== Dataset ==

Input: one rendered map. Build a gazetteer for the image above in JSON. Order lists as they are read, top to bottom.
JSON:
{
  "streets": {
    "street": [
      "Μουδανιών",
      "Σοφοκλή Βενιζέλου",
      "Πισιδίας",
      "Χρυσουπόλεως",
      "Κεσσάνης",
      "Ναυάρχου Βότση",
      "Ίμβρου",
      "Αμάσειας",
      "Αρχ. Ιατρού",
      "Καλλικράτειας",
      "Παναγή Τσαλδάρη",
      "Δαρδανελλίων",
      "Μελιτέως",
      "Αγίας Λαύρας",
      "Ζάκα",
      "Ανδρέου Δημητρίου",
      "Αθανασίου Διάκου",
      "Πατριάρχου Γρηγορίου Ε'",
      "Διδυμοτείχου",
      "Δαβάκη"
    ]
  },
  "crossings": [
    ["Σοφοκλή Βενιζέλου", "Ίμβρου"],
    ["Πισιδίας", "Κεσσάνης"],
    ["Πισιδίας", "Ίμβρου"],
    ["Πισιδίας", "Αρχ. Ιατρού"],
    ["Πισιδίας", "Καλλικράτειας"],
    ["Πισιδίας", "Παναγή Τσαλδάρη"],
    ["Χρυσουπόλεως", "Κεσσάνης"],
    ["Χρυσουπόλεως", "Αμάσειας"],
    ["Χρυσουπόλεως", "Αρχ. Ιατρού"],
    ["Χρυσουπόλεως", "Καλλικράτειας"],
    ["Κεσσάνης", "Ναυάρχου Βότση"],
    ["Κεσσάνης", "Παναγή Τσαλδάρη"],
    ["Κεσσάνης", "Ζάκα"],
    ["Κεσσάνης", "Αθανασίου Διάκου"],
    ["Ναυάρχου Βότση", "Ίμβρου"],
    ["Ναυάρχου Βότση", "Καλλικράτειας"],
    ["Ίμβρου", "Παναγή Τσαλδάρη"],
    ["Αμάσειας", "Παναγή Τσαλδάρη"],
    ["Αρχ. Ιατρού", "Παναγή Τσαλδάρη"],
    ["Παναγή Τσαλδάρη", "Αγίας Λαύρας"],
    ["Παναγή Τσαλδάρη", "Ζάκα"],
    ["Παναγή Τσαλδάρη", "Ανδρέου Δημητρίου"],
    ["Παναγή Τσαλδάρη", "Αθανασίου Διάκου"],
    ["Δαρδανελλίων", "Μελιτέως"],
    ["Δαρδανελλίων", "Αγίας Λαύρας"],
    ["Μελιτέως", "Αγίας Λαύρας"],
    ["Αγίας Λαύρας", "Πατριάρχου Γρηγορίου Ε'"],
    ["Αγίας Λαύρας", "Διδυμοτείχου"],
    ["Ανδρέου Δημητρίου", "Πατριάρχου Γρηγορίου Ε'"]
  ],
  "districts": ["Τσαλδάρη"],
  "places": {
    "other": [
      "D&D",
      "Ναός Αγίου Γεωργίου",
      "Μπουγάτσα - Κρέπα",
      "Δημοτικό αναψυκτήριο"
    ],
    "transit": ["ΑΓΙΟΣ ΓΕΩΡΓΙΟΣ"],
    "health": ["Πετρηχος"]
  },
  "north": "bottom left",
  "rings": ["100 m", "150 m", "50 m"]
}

===

# [Activity]
Give every entry once more, exactly as it reads.

# [Solution below]
Input: one rendered map. Build a gazetteer for the image above in JSON. Order lists as they are read, top to bottom.
JSON:
{
  "streets": {
    "street": [
      "Μουδανιών",
      "Σοφοκλή Βενιζέλου",
      "Πισιδίας",
      "Χρυσουπόλεως",
      "Κεσσάνης",
      "Ναυάρχου Βότση",
      "Ίμβρου",
      "Αμάσειας",
      "Αρχ. Ιατρού",
      "Καλλικράτειας",
      "Παναγή Τσαλδάρη",
      "Δαρδανελλίων",
      "Μελιτέως",
      "Αγίας Λαύρας",
      "Ζάκα",
      "Ανδρέου Δημητρίου",
      "Αθανασίου Διάκου",
      "Πατριάρχου Γρηγορίου Ε'",
      "Διδυμοτείχου",
      "Δαβάκη"
    ]
  },
  "crossings": [
    ["Σοφοκλή Βενιζέλου", "Ίμβρου"],
    ["Πισιδίας", "Κεσσάνης"],
    ["Πισιδίας", "Ίμβρου"],
    ["Πισιδίας", "Αρχ. Ιατρού"],
    ["Πισιδίας", "Καλλικράτειας"],
    ["Πισιδίας", "Παναγή Τσαλδάρη"],
    ["Χρυσουπόλεως", "Κεσσάνης"],
    ["Χρυσουπόλεως", "Αμάσειας"],
    ["Χρυσουπόλεως", "Αρχ. Ιατρού"],
    ["Χρυσουπόλεως", "Καλλικράτειας"],
    ["Κεσσάνης", "Ναυάρχου Βότση"],
    ["Κεσσάνης", "Παναγή Τσαλδάρη"],
    ["Κεσσάνης", "Ζάκα"],
    ["Κεσσάνης", "Αθανασίου Διάκου"],
    ["Ναυάρχου Βότση", "Ίμβρου"],
    ["Ναυάρχου Βότση", "Καλλικράτειας"],
    ["Ίμβρου", "Παναγή Τσαλδάρη"],
    ["Αμάσειας", "Παναγή Τσαλδάρη"],
    ["Αρχ. Ιατρού", "Παναγή Τσαλδάρη"],
    ["Παναγή Τσαλδάρη", "Αγίας Λαύρας"],
    ["Παναγή Τσαλδάρη", "Ζάκα"],
    ["Παναγή Τσαλδάρη", "Ανδρέου Δημητρίου"],
    ["Παναγή Τσαλδάρη", "Αθανασίου Διάκου"],
    ["Δαρδανελλίων", "Μελιτέως"],
    ["Δαρδανελλίων", "Αγίας Λαύρας"],
    ["Μελιτέως", "Αγίας Λαύρας"],
    ["Αγίας Λαύρας", "Πατριάρχου Γρηγορίου Ε'"],
    ["Αγίας Λαύρας", "Διδυμοτείχου"],
    ["Ανδρέου Δημητρίου", "Πατριάρχου Γρηγορίου Ε'"]
  ],
  "districts": ["Τσαλδάρη"],
  "places": {
    "other": [
      "D&D",
      "Ναός Αγίου Γεωργίου",
      "Μπουγάτσα - Κρέπα",
      "Δημοτικό αναψυκτήριο"
    ],
    "transit": ["ΑΓΙΟΣ ΓΕΩΡΓΙΟΣ"],
    "health": ["Πετρηχος"]
  },
  "north": "bottom left",
  "rings": ["100 m", "150 m", "50 m"]
}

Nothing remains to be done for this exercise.